Note: The IndexRegister cannot be RSP. The ScaleFactor can be 2, 4, 8. The Displacement has to be 32 bit value.

The last example mov rax, dword ptr[Variable1] is called relative addressing. Whenever we use instruction like this the machine code includes an offset to the Variable1. This offset is added to the address of the next instruction (stored in the RIP). The final address is from where the value of the Variable1 is retrieved. This is important to remember when writing position independent code.

Endianness

Whenever data is stored in memory it is stored in little-endian format. Both Intel and AMD use little-endian byte order in their x86 and x64 architecture. In little-endian the least significant byte of a multi-byte value is stored in the lowest address and the most significant byte is stored in the highest address.
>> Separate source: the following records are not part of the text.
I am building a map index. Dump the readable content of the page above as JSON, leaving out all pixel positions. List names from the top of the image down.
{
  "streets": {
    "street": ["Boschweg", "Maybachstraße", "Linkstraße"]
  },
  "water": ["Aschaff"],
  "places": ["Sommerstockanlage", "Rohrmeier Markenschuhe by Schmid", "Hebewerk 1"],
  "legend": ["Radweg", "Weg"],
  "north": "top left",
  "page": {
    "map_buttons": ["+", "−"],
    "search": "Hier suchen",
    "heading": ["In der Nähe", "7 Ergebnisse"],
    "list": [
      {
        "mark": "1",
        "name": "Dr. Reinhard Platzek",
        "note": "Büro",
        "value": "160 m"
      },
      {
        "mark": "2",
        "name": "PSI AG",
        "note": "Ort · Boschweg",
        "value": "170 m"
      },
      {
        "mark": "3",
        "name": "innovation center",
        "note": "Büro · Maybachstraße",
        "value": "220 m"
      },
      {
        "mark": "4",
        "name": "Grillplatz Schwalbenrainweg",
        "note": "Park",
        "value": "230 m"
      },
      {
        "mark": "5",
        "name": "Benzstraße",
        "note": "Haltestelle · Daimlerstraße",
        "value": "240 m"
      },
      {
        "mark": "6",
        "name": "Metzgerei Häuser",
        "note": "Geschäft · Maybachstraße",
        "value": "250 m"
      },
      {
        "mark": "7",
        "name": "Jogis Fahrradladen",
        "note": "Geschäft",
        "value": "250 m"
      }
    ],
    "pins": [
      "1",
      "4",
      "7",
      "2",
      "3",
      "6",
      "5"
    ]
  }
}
Consider the below code that declares 4 variables of 1 byte, 2 byte, 4 byte and 8 byte size inside the data section.

.DATA
    byteValue           db  1Ah
    wordValue           dw  1A2Ah
    dwordValue          dd  1A2A3A4Ah
    qwordValue          dq  1A2A3A4A5A6A7A8Ah

.CODE
    mov al, byte ptr[byteValue]                 ; loads the value 1Ah in al
    mov bx, word ptr[wordValue]                 ; loads the value 1A2Ah in cx
    mov ecx, dword ptr[dwordValue]              ; loads the value 1A2A3A4Ah in ecx
    mov rcx, qword ptr[qwordValue]              ; loads the value 1A2A3A4A5A6A7A8Ah in rcx

The diagram below shows how the values will be stored in memory in the .DATA section when the file is loaded in memory.

Image_Endianness

As we can see, the least significant byte of of the values whose size is more than a byte is stored in the lowest address and the most significant byte is stored in the highest address. Whenever we retrieve the value from an address we don’t have to worry about endianness since the CPU takes care of it. But there is a particular case we need to be aware of when we try to use stack strings i.e when we try to store a string in a register and try to move it to stack like below.

sub rsp, 24
mov rax, 6365746F7270746Eh                        ; ntprotectvirtualmemory -> 6E 74 70 72 6F 74 65 63 74 76 69 72 74 75 61 6C 6D 65 6D 6F 72 79
mov qword ptr[rsp], rax
mov rax, 6C61757472697674h
mov qword ptr[rsp + 8], rax
mov rax, 000079726F6D656Dh
mov qword ptr[rsp + 16], rax

In the above scenario, we are storing the string in reverse order. So when the value is moved to the stack the lowest byte will be stored first i.e. the first character of our string and then the next and so on.

Endianness is something that may be hard to grasp at first and also cause confusion but with enough looking at data in memory, it will make sense eventually.